Les patients dépendants aux opiacés présentent :
un risque de troubles affectifs 5 fois supérieur aux autres patients
un risque pour les
troubles anxieux trois fois supérieur
un risque de
personnalités pathologiques au moins 24 fois supérieur
un risque pour
l'alcoolisme 13 fois supérieur.
Les
troubles de la personnalité :
Deux tiers des sujets présentent des troubles de la personnalité. On repère
principalement :
les
personnalités antisociales
avec, au plan clinique, des symptômes dépressifs ou anxieux fréquents,
une intolérance à la frustration, une propension aux actes plutôt qu'à
la réflexion, une instantanéité du désir de réalisation de la
satisfaction. Il est à noter que le sentiment de culpabilité, la
conscience de la faute, le mépris de soi, du danger des actes présentent
un caractère de risque pour le sujet, facilitant la rechute ou un état dépressif.
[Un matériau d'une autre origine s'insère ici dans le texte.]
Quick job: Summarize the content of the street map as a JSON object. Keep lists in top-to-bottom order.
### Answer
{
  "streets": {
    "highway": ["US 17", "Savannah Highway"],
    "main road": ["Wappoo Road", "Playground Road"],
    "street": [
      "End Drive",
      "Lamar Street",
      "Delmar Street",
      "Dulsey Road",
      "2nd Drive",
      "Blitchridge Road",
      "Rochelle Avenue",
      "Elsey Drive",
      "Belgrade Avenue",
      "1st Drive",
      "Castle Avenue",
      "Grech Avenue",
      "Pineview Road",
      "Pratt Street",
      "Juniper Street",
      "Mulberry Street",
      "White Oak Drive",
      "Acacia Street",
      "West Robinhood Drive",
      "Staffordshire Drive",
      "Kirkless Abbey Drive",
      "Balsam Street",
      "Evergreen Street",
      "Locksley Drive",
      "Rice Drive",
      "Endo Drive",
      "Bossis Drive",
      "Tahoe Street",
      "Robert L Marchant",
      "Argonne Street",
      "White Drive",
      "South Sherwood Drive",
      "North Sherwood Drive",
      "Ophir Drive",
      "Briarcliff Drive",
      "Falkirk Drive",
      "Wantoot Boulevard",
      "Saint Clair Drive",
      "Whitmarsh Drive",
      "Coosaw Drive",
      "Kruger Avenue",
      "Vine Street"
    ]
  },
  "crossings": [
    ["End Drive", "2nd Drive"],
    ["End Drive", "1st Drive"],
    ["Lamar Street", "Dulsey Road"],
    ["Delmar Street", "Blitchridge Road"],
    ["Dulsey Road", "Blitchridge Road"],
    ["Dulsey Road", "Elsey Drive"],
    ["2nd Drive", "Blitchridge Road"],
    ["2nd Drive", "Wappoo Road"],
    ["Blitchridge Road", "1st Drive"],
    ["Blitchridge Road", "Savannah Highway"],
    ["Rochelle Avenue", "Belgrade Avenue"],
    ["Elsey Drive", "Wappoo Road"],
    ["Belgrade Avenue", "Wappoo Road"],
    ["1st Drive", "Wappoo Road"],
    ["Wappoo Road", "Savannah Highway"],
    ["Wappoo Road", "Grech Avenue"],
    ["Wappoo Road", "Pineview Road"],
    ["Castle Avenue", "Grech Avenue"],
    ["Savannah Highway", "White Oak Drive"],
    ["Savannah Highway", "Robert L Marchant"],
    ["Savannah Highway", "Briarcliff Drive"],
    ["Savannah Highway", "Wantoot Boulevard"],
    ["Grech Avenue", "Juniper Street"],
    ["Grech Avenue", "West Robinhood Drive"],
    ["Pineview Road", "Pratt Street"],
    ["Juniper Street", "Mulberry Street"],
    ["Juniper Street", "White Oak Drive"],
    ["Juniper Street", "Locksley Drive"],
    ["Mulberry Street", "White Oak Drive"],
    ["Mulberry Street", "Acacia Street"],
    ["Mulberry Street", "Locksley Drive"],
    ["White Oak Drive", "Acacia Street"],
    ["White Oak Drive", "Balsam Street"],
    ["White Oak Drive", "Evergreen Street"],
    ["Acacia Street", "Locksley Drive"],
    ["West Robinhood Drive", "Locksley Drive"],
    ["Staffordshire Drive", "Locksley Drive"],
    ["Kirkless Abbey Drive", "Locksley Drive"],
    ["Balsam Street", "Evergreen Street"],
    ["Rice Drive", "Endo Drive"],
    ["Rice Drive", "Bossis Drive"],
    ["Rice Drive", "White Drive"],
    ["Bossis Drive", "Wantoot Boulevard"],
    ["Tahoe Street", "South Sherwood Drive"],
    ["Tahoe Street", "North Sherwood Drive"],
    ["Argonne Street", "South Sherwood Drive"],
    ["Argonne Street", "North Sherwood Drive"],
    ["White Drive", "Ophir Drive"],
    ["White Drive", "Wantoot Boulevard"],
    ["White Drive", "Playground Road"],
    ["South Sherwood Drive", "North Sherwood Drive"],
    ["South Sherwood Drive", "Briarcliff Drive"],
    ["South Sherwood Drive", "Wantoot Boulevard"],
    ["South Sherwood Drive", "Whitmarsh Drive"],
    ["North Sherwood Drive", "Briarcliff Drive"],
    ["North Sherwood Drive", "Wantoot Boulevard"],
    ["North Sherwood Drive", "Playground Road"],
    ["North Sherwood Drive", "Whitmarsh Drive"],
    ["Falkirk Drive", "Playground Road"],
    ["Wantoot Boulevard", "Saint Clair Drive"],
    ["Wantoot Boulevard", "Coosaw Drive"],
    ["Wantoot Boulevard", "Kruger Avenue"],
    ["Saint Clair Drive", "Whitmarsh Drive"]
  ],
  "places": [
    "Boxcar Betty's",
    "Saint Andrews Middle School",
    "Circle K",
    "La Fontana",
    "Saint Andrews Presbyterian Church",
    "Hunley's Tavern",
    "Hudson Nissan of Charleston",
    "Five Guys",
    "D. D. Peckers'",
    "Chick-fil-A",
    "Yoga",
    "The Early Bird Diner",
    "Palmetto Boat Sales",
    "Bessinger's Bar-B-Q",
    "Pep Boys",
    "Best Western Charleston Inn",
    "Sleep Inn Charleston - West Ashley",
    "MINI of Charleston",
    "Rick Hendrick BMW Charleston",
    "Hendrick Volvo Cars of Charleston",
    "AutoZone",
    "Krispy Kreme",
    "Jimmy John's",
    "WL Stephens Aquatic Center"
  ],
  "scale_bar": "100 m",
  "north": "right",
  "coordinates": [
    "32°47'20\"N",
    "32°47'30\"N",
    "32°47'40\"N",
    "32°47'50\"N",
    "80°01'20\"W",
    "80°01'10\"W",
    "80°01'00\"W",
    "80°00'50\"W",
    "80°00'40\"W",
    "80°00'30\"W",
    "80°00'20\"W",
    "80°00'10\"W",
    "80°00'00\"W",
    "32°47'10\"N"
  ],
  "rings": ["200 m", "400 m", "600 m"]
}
Il est conseillé, dans ce cas, d'énoncer et de respecter les
dispositions contractuelles de la prise en charge, de sanctionner les
manquements et les transgressions, sans rejeter les patients.
les
personnalités borderline, avec
une impulsivité et des symptômes dépressifs pouvant conduire à des
passages à l'acte (tentatives de suicide en particulier). Le risque est
le déplacement à d'autres toxiques plus desinhibiteurs que les produits
précédemment utilisés.
les
personnalités narcissiques,
avec leurs tendances à instrumentaliser les thérapeutes, la sollicitude
permanente qu'il croient leur être due, mais aussi leurs exigences à n'être
traités que par des interlocuteurs exceptionnels. La perte d'une image
brillante et "socialement lumineuse" leur est intolérable.
Les
troubles de l'humeur :
Les troubles de l'humeur sont les plus fréquemment associés à la
pharmacodépendance. On retrouve toutes les catégories de dépressions
des classifications internationales ainsi que la manie (trouble
bipolaire). Il n'y a pas de consensus sur les rapports de cause à effet
entre le rôle des toxiques et les troubles de l'humeur. Cependant, la dépression
paraît largement sous estimée par les professionnels, donc
insuffisamment traitée.
Les
troubles anxieux :
Les symptômes d'anxiété rendent les sujets vulnérables. Il faut
apprendre à bien distinguer ce qui relève de l'anxiété au sens
clinique et ce qui relève de la symptomatologie résiduelle du sevrage,
qu'elle soit physique ou psychique. Les catégories les plus fréquemment
concernées sont les phobies sociales ou les troubles paniques qui précédent,
accompagnent ou suivent le sevrage.
Les
états psychotiques et la schizophrénie :
Là aussi, il convient de préciser si les symptômes psychotiques précèdent,
compliquent ou accompagnent la toxicomanie. Dans bien des cas, les opiacés
servent à réduire l'intensité de ces symptômes et à améliorer les
affects dépressifs. Le produit peut représenter une tentative pour contrôler
des hallucinations ou des symptômes délirants. Il agit en les
augmentant, en les réduisant, ou en mettant à distance les états émotionnels.
Les professionnels de santé doivent rechercher, tout au long du suivi,
les indices de souffrance psychique, d'affections mentales, de troubles de
la personnalité et les considérer comme autant d'éléments jouant un rôle
pronostique dans la destinée des patients dépendants des opiacés.